**PROMPT:**
Across the listing below, count the lines holding "image". State the number and nothing more.

**GIVEN INFORMATION:**
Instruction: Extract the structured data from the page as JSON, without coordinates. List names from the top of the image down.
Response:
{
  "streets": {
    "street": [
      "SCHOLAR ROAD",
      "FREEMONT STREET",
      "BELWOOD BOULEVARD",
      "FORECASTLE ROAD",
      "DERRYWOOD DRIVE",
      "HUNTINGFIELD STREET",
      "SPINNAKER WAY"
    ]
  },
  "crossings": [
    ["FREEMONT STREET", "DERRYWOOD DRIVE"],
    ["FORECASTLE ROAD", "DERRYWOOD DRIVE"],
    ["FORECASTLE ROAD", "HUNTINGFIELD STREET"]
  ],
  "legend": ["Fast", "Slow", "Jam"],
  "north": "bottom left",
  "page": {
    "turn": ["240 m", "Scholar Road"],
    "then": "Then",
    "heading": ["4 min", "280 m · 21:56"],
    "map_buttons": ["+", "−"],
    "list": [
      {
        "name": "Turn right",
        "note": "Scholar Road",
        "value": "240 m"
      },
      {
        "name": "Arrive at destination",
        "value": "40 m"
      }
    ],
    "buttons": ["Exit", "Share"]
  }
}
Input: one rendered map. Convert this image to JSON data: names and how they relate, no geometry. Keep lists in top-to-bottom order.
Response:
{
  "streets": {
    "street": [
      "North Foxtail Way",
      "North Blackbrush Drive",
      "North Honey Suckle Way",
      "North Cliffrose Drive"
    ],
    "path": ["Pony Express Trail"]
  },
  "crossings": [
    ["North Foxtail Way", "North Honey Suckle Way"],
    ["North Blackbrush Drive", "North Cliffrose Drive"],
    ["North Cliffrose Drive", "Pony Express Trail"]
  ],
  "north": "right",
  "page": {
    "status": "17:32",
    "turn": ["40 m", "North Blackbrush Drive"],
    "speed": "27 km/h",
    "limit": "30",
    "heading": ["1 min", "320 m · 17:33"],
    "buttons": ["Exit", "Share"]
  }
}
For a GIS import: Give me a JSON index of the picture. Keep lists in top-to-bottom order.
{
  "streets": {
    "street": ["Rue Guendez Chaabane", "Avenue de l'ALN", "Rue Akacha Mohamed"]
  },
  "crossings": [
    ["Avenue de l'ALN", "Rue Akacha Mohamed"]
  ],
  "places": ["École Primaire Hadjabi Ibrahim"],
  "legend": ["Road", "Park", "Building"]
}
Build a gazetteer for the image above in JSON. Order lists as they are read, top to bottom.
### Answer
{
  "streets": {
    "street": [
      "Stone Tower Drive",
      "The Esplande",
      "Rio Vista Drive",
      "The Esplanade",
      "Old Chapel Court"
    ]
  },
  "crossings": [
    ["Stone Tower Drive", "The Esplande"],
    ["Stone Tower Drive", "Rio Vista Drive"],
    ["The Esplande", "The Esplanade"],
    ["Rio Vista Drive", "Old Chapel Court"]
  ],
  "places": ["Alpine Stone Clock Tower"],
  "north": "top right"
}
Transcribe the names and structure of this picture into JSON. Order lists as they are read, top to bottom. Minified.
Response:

**RESPONSE:**
3